White Stripes – Elephant

‘Elephant’, released in 2003 by The White Stripes is in the Top 10 best records of the last 15 years. No doubt. Their previous album ‘White Blood Cells‘ had brought them mainstream success on a smaller scale and set them up for bigger things. They delivered with ‘Elephant‘, and album with which they used 60’s recording equipment and no computers. They also recorded in a ‘non modern studio’. This was all to capture the sound and feel of the album and it worked with fantastic results. Not that I think awards matter much, ‘Elephant‘ did however win Best Alternative Music Album at The Grammys. ‘Seven Nation Army’ also won Best Rock Song the same year. The album itself is a rock album at heart, but there is s blend of blues, punk and garage. It contains some of the best guitar work this side of the 00’s, and the drums are solid too, they play their part.

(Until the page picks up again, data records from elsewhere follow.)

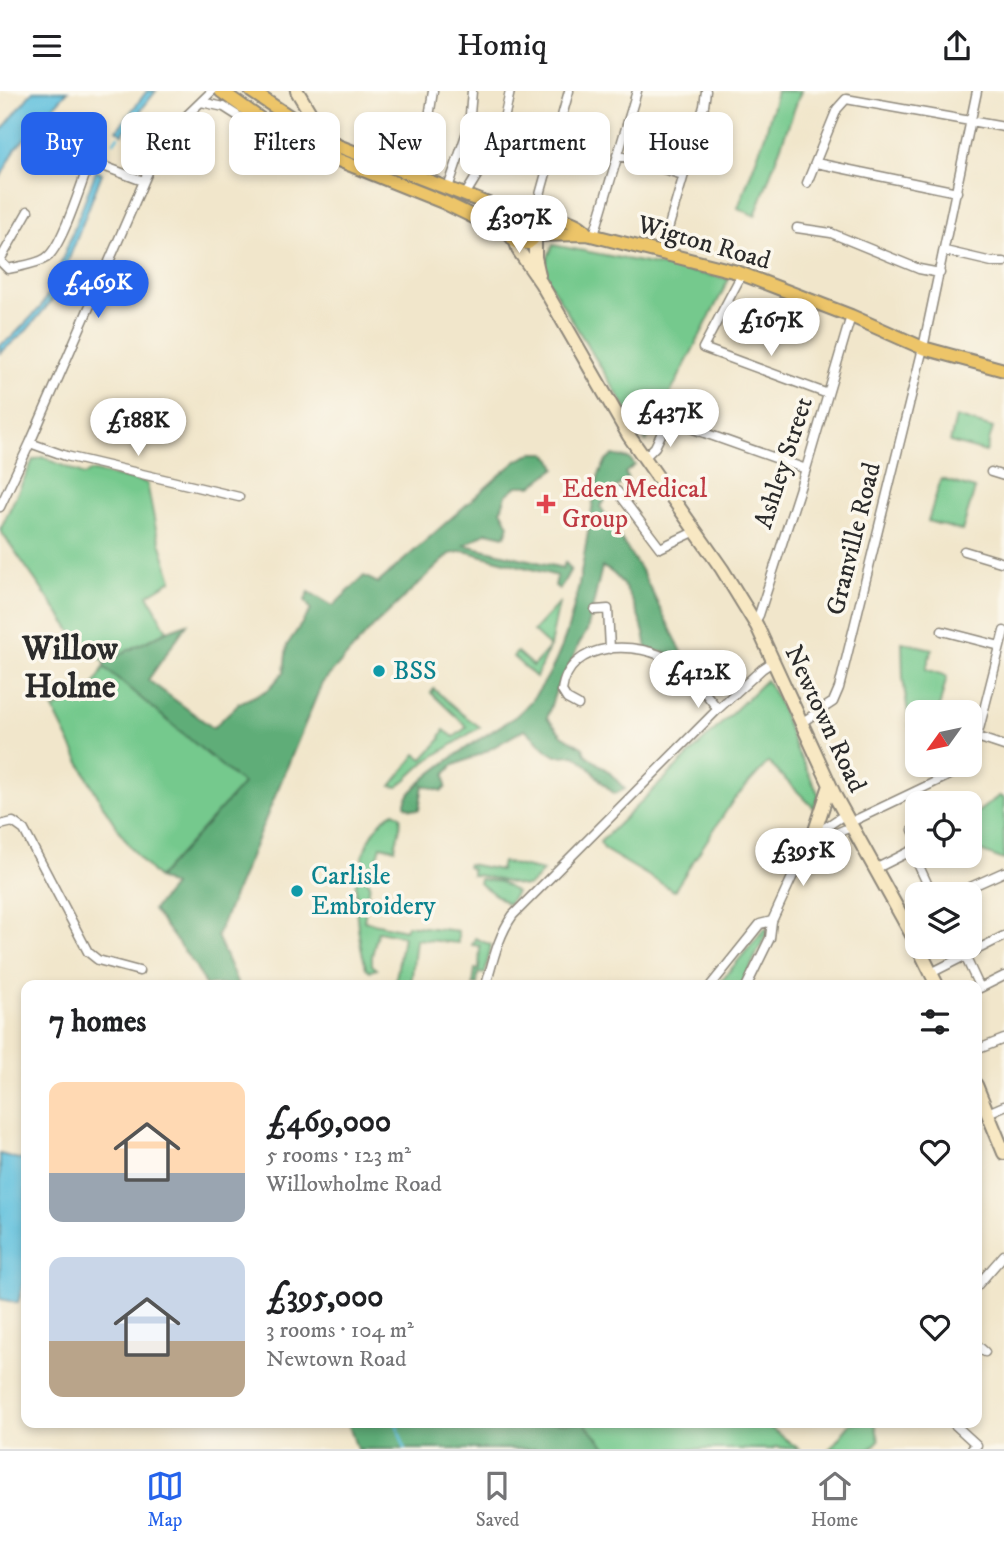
<!DOCTYPE html>
<html lang="en">
<head>
<meta charset="utf-8">
<style>
  body { margin:0; font-family:"IM FELL DW Pica",serif; background:#f6f6f6; color:#202124; height:100vh; display:flex; flex-direction:column; font-size:26px; white-space:nowrap }
  * { box-sizing:border-box; margin:0 }
  p { font-size:23px; color:#757577 }
  .icon { flex:none; width:38px; height:38px; fill:none; stroke:currentColor; stroke-width:2; stroke-linecap:round; stroke-linejoin:round }
  .map { position:relative; flex:1; overflow:hidden }
  .panel { position:absolute; left:21px; top:889px; width:961px; height:448px; display:flex; flex-direction:column; background:#fff; border-radius:14px; box-shadow:0 4px 10px #0003 }
  .panel>* { flex:none }
  .top-card { position:absolute; left:21px; top:21px; width:962px; height:63px; display:flex; gap:14px }
  .needle { width:46px; rotate:237deg }
  .controls { position:absolute; left:905px; top:609px; display:grid; gap:14px }
  .controls a { display:grid; place-items:center; width:77px; height:77px; border-radius:14px; background:#fff; box-shadow:0 4px 10px #0003; font-size:35px }
  .price { position:absolute; translate:-50% -60px; padding:0 16px; border-radius:24px; background:#fff; color:#222; font-size:23px; line-height:46px; filter:drop-shadow(0 2px 4px #0008) }
  .price::after { content:''; position:absolute; left:50%; top:42px; width:21px; height:16px; margin-left:-10px; background:inherit; clip-path:polygon(0 0,100% 0,50% 100%) }
  .price.active { background:#2563eb; color:#fff }
  ul { padding:0; list-style:none }
  li { display:flex; align-items:center; gap:21px; height:175px; padding:0 28px }
  li span { display:grid; place-items:center; flex:none; width:196px; height:140px; border-radius:14px; color:#555 }
  li>.icon { margin-inline-start:auto }
  span .icon { width:84px; height:84px; fill:#fffc; stroke-width:1 }
  li b { font-size:30px }
  h2 { display:flex; justify-content:space-between; align-items:center; height:84px; padding:0 28px; font-size:30px }
  .chip { padding:0 24px; border-radius:14px; background:#fff; box-shadow:0 4px 10px #0003; font-size:24px; line-height:63px }
  .chip.active { background:#2563eb; color:#fff }
  header { display:flex; justify-content:space-between; align-items:center; height:91px; padding:0 28px; background:#fff; font-size:32px; font-weight:600 }
  .tab-bar { display:flex; justify-content:space-around; align-items:center; height:98px; border-top:2px solid #e0e0e0; background:#fff; font-size:19px; color:#757577 }
  .tab-bar a { display:grid; justify-items:center; gap:4px }
  .tab-bar .active { color:#2563eb }
  .map>svg:first-child { display:block }
</style>
</head>
<body>
<header><svg class="icon" aria-label="menu" viewBox="0 0 24 24"><path d="M4 6h16M4 12h16M4 18h16"/></svg>Homiq<svg class="icon" aria-label="share" viewBox="0 0 24 24"><path d="M12 15V3M7 8l5-5 5 5M5 13v7h14v-7"/></svg></header>
<div class="map">
<svg width="1004" height="1358" viewBox="0 0 1004 1358">
  <rect width="100%" height="100%" fill="#fbf7ec"/>
  <filter id="ink" filterUnits="userSpaceOnUse"><feTurbulence type="fractalNoise" baseFrequency=".0143" numOctaves="2"/><feDisplacementMap in="SourceGraphic" scale="14" xChannelSelector="R" yChannelSelector="G"/><feConvolveMatrix kernelMatrix="1 2 1 2 8 2 1 2 1" color-interpolation-filters="sRGB"/></filter>
  <filter id="wash" filterUnits="userSpaceOnUse"><feTurbulence type="fractalNoise" baseFrequency=".00686" numOctaves="4" result="noise"/><feDisplacementMap in="SourceGraphic" scale="28" xChannelSelector="R" yChannelSelector="G"/><feGaussianBlur stdDeviation="1.57" result="paint"/><feColorMatrix in="noise" values="0 0 0 0 0 0 0 0 0 0 0 0 0 0 0 0 0 1.4 0 .05"/><feComposite in="paint" operator="in"/></filter>
  <g filter="url(#wash)">
    <rect width="100%" height="100%" fill="#f1e6cb"/>
    <!-- green -->
    <path fill="#74c98d" stroke="#507a5c" stroke-width="2" d="M777,0h24l-46,125 -17,-8 27,-73z
      M553,154l176,34 -83,162 -104,-170z
      M956,326l37,11 -7,24 -36,-10z
      M43,366l41,18 7,-4 56,12 9,46 16,51 -24,15 19,36 -62,31 -31,-27 -74,-105 33,-70z
      M941,388l34,10 -13,42 -34,-10z
      M559,512l-9,43 -14,31 -23,-20 4,-5 16,14 17,-19 -17,-16z
      M902,551l30,7 -6,20 21,7 -9,36h-21v24l-6,-1 -8,-56z
      M104,576l140,117 -86,94c-48,-47 -75,-110 -105,-169l36,-15z
      M766,589l12,20 16,44 25,51 -5,13 -46,-46 -36,40 -58,89 -69,-41 -5,-8z
      M434,598l28,25 18,13 -55,35 -27,25 -7,-1 25,-32 7,5 18,-20 -1,-2 4,-7 10,7 13,-10 -36,-34z
      M999,705l5,2v62l-32,-12 -2,-4v-26z
      M394,721l6,4c3,12 -4,21 -5,33l-14,-3 -6,21 -5,3 -5,-3 -3,-10c6,-15 16,-38 32,-45z
      M502,771l41,9c-4,5 -10,13 -16,15 -5,2 -41,-12 -55,-11v-6l-5,-2 1,-3 32,6z
      M361,787h4l5,5 -6,38 41,9 2,-5 51,6v12l-42,-4 -5,46h-16l8,-49 -25,-5 -6,25v9l5,4 -7,2 -4,-3c-8,-28 -11,-56 -10,-86z
      M480,788l20,3 16,10 -8,12 -29,-21z
      M765,837l3,2 -1,2 -25,53h-24z
      M475,847l16,7 -6,29 -7,-1 -1,12h-4l2,-16 4,1 1,-24 -8,-1z
      M351,1332h413l35,26 -24,-2 -3,2h-411z
      M851,1332h24l4,17 -8,9h-41z"/>
    <!-- forest -->
    <path fill="#5fad78" stroke="#456c52" stroke-width="2" d="M533,362h12l7,6 4,9 -24,18h-15l-11,9 -5,15 8,15 -4,11 -18,-4 -22,13 98,23 2,-6 6,7 -11,20 -5,-3 2,-10 -93,-25 -14,3 -77,73 -51,56 -105,253 21,49h-33l-9,-18 -43,-57 20,-24 -15,-8 85,-94 -139,-117 1,-5 62,-31 20,-7 -39,56 65,48 26,-25 29,-13 16,-18 3,-27 24,-35 -6,-10 4,-8 24,14 31,-30 14,7 123,-109 17,-14z
      M613,364l17,4 5,6 -10,8 3,6 -24,17 1,4 -5,6 42,66 41,82 12,11 -1,7 -22,-18 -25,-5c-3,-24 -20,-74 -45,-82l-15,64 -8,13 -14,32 -8,11 -10,31 15,17 21,13 2,6 23,17 17,18 -10,5c-17,-13 -22,-26 -40,-39l-19,1 -8,-5 -23,-22 -42,24 -31,13 -7,8 1,13 -4,4 -19,-6 -4,25 -8,-1 -6,-4c-3,-20 91,-76 111,-89 65,-57 64,-163 83,-242l7,-13z
      M348,1332h236l24,26h-251z"/>
    <!-- water -->
    <path fill="#5fc0dd" stroke="#457684" stroke-width="2" d="M33,0h35l-52,57 -16,30v-46z
      M147,0h9l-34,43 -5,-4z
      M96,80l6,2 -48,125 -27,32 -27,23v-8l12,-8 28,-29 11,-19z
      M0,1063l26,7v111l-8,31 -18,-4z"/>
    <g fill="none" stroke-linecap="round" stroke-linejoin="round">
      <!-- stream -->
      <path stroke="#5fc0dd" stroke-width="2.5" d="M114,51l4,-6
        M396,1332l9,26"/>
    </g>
  </g>
  <g filter="url(#ink)">
    <g fill="none" stroke-linecap="round" stroke-linejoin="round">
      <!-- street casing -->
      <g stroke="#8e887b" stroke-width="11">
        <path id="street" d="M201,11l23,5 36,23 19,7
          M617,64l66,20
          M816,72l141,29
          M420,86l13,-86
          M807,92l30,-74 9,-10 158,28
          M448,97l21,-62 3,-35
          M465,104l35,-57 10,-47
          M531,125l5,-7 33,-118
          M797,137l34,5 88,36 21,4
          M594,144l43,-144
          M945,160l47,11h12
          M661,162l43,-147 2,-15
          M0,169l28,-49
          M0,170l8,8c12,-3 29,-5 38,-11 16,-10 36,-77 44,-97l53,20
          M742,183l-39,74 125,46
          M30,352l36,13 173,41
          M644,367l11,-11 13,-27 138,49
          M991,381l13,4
          M617,400l43,57 36,-17
          M0,416l30,-64 128,-294 21,-26 33,-32
          M964,460l40,12
          M595,519l13,-1 2,40
          M755,531l4,-7 47,-146 45,-153
          M942,540l58,15
          M578,614l-11,-6 -5,-8c6,-52 77,-51 111,-29 18,12 32,31 45,47
          M801,632l32,-21 6,-14 84,-340 54,-257
          M977,646l27,9
          M970,666l7,-20 27,-106
          M849,732l107,-51 7,-7
          M0,734l13,-3 11,8 64,122 10,8 41,11
          M913,739l4,9
          M812,752l39,-16
          M912,760l20,43
          M875,778l42,-21
          M955,803l49,-22
          M904,827l13,-6
          M965,865l15,32 24,-12
          M931,882l73,-37
          M486,894c7,-24 12,-49 27,-70l205,-206 44,-40 12,-8
          M711,894l49,-61 12,-3
          M747,894l23,-47 2,-17 22,-48 23,-40 27,-18
          M976,959l28,-11
          M988,1022l16,-7
          M976,1196l28,-32
          M976,1253l9,8
          M953,1332l24,22 -5,4"/>
      </g>
      <!-- secondary casing -->
      <g stroke="#8e887b" stroke-width="16">
        <path id="secondary" d="M297,0l22,37 9,9
          M535,146v20l4,18
          M516,151l3,9 22,32 88,153 93,133 35,57 79,172 81,146
          M811,752l19,-58
          M918,856l19,38
          M976,994l28,68"/>
      </g>
      <!-- primary casing -->
      <g stroke="#8e887b" stroke-width="16">
        <path id="primary" d="M221,0l70,50 152,61 66,32
          M251,0l48,32 39,23 171,66c7,2 12,1 18,2 15,5 12,22 1,29l-12,-1 -7,-8 -1,-9 9,-10
          M534,128c17,-2 43,0 53,15
          M536,144l51,-1 150,38 114,44 72,32 81,22"/>
      </g>
      <!-- street -->
      <use href="#street" stroke="#fff" stroke-width="8"/>
      <!-- secondary -->
      <use href="#secondary" stroke="#f8e8c3" stroke-width="12"/>
      <!-- primary -->
      <use href="#primary" stroke="#edc569" stroke-width="12"/>
    </g>
  </g>
  <!-- markers -->
  <path fill="#e0444e" stroke="#fbf7ec" stroke-width="2.5" d="M542.5 402.5h7v7h7v7h-7v7h-7v-7h-7v-7h7z"/>
  <g fill="#0f9aa8" stroke="#fbf7ec" stroke-width="2.5">
    <circle cx="379" cy="580" r="7"/>
    <circle cx="297" cy="800" r="7"/>
  </g>
  <g text-anchor="middle" dominant-baseline="central" stroke-width="7" stroke-linejoin="round" paint-order="stroke">
    <!-- street labels -->
    <g font-size="26" fill="#2b2b2b" stroke="#fbf7ec">
      <text transform="translate(704 152) rotate(16)">Wigton Road</text>
      <text transform="translate(784 372) rotate(-72)">Ashley Street</text>
      <text transform="translate(854 448) rotate(-76)">Granville Road</text>
      <text transform="translate(825 628) rotate(65)">Newtown Road</text>
    </g>
    <!-- health labels -->
    <g font-size="26" fill="#be3a42" stroke="#fbf7ec" text-anchor="start">
      <text x="562" y="398">Eden Medical<tspan x="562" dy="30">Group</tspan></text>
    </g>
    <!-- culture labels -->
    <g font-size="26" fill="#0d838f" stroke="#fbf7ec" text-anchor="start">
      <text x="393" y="580">BSS</text>
      <text x="311" y="785">Carlisle<tspan x="311" dy="30">Embroidery</tspan></text>
    </g>
    <!-- district labels -->
    <g font-size="33" font-weight="bold" fill="#2b2b2b" stroke="#fbf7ec">
      <text x="70" y="558">Willow<tspan x="70" dy="38">Holme</tspan></text>
    </g>
  </g>
</svg>
<div class="controls">
<a><svg class="needle" viewBox="-14 -14 28 28"><path d="M0-13l5 13h-10z" fill="#e53935"/><path d="M0 13l5-13h-10z" fill="#757577"/></svg></a>
<a><svg class="icon" aria-label="locate" viewBox="0 0 24 24"><circle cx="12" cy="12" r="6"/><path d="M12 2v4M12 18v4M2 12h4M18 12h4"/></svg></a>
<a><svg class="icon" aria-label="layers" viewBox="0 0 24 24"><path d="M12 4l9 5-9 5-9-5zM3 14l9 5 9-5"/></svg></a>
</div>
<b class="price" style="left:519px;top:164px">£307K</b>
<b class="price active" style="left:98px;top:229px">£469K</b>
<b class="price" style="left:771px;top:267px">£167K</b>
<b class="price" style="left:670px;top:358px">£437K</b>
<b class="price" style="left:138px;top:367px">£188K</b>
<b class="price" style="left:698px;top:619px">£412K</b>
<b class="price" style="left:803px;top:797px">£395K</b>
<div class="top-card">
<a class="chip active">Buy</a>
<a class="chip">Rent</a>
<a class="chip">Filters</a>
<a class="chip">New</a>
<a class="chip">Apartment</a>
<a class="chip">House</a>
</div>
<section class="panel">
<h2>7 homes<svg class="icon" aria-label="filters" viewBox="0 0 24 24"><path d="M4 7h16M4 17h16"/><circle cx="9" cy="7" r="2"/><circle cx="15" cy="17" r="2"/></svg></h2>
<ul>
<li><span style="background:linear-gradient(#ffd9b3 65%,#9aa5b1 0)"><svg class="icon" aria-label="home" viewBox="0 0 24 24"><path d="M3 11l9-7 9 7M6 9v11h12V9"/></svg></span><div><b>£469,000</b><p>5 rooms · 123 m²</p><p>Willowholme Road</p></div><svg class="icon" aria-label="heart" viewBox="0 0 24 24"><path d="M12 20l-8-8c-3-5 5-10 8-4 3-6 11-1 8 4z"/></svg></li>
<li><span style="background:linear-gradient(#c9d6e8 60%,#b9a48a 0)"><svg class="icon" aria-label="home" viewBox="0 0 24 24"><path d="M3 11l9-7 9 7M6 9v11h12V9"/></svg></span><div><b>£395,000</b><p>3 rooms · 104 m²</p><p>Newtown Road</p></div><svg class="icon" aria-label="heart" viewBox="0 0 24 24"><path d="M12 20l-8-8c-3-5 5-10 8-4 3-6 11-1 8 4z"/></svg></li>
</ul>
</section>
</div>
<nav class="tab-bar">
<a class="active"><svg class="icon" aria-label="map" viewBox="0 0 24 24"><path d="M3 6l6-2 6 2 6-2v14l-6 2-6-2-6 2zM9 4v14M15 6v14"/></svg>Map</a>
<a><svg class="icon" aria-label="saved" viewBox="0 0 24 24"><path d="M7 4h10v16l-5-4-5 4z"/></svg>Saved</a>
<a><svg class="icon" aria-label="home" viewBox="0 0 24 24"><path d="M3 11l9-7 9 7M6 9v11h12V9"/></svg>Home</a>
</nav>
</body>
</html>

The major draw for me with this record is the sound. In doing my research, I found that the way The White Stripes record is call ‘low-fidelity’, in that they don’t use modern equipment. Great, just listen to the results. In saying that, I think it’s easier to talk about a record like this as a whole rather than pull apart each song. We know the big hits, ‘Seven Nation Army’ and ‘The Hardest Button To Button’, but songs such as ‘Ball And Biscuit’, ‘There’s No Home For You Here’ and ‘Hypontize’ also carry with them this raw sound. There’s an originality to it because it was done in the modern era when all else was aiming for a clean cut sound. Obviously the recording methods were used in previous years too, but I’m just talking about the present. They didn’t seem to apply too many rules or restrictions on this record, the sound changes multiple times through some tracks and they also left space for a softer sound such as the lovely ‘In The Cold, Cold Night’ about a woman who is in love with a man and wanting him despite being told to stay away. Meg White might not have the best voice but it’s bang on for a track like this, and I think it stands out because of how desperate she makes the character sound while singing. Following ‘..Cold, Cold Night’ there are two more downbeat tracks in ‘I Want To Be The Boy To Warm Your Mother’s Heart’ and ‘You’ve Got Her In Your Pocket’, the latter being Jack White’s version of ‘..Cold, Cold Night’. These three tracks calm the album down after its rushed intro and sets you up for more blistering noise.

‘Little Acorns’ is a track worth going out and listening to right now. It opens with a little story of a desperate soul who finds hope through a squirrel and their nuts. Ahem, the song then kicks in and rips through 3 minutes of some pretty fucking awesome guitar work. “Take all your problems and rip them apart“. ‘The Air Near My Fingers’ and ‘Girl, You Have No Faith In Medicine’ stick to the formula and bring us near the end of the record. ‘The Air Near My Fingers’ is catchy as hell yet simple, and ‘Girl, You Have No Faith In Medicine’ is a ripper that might remind you of ‘Fell In Love With A Girl’. This one is a mosh pits dream where you can also hear Jack White giving it full ‘Jack White’. The closing track is ‘Well It’s True That We Love One Another’ and this is a funny one. They had been playing the siblings card which fooled a lot of people and the song opens with “I love Jack White like a little brother”. I’m sure they were just having the craic but Jack White is also notorious for keeping his private life to himself. So I’m sure there was an element of mind your own business about it.

Elephant’ wasn’t the first White Stripes record I had bought. I was a fan of their other records but of course, this one does climb to the top of the pile. It’s a shame that they split but I have hope that they will tour again and I’m sure it would be a hell of a show. I’ve seen Jack White live before but I think a lot of people would have had the same feeling as I did, that it just wasn’t the same. Regardless, they made some great records and left behind a trail of music for other bands to catch up to. ‘Elephant’ leads the parade.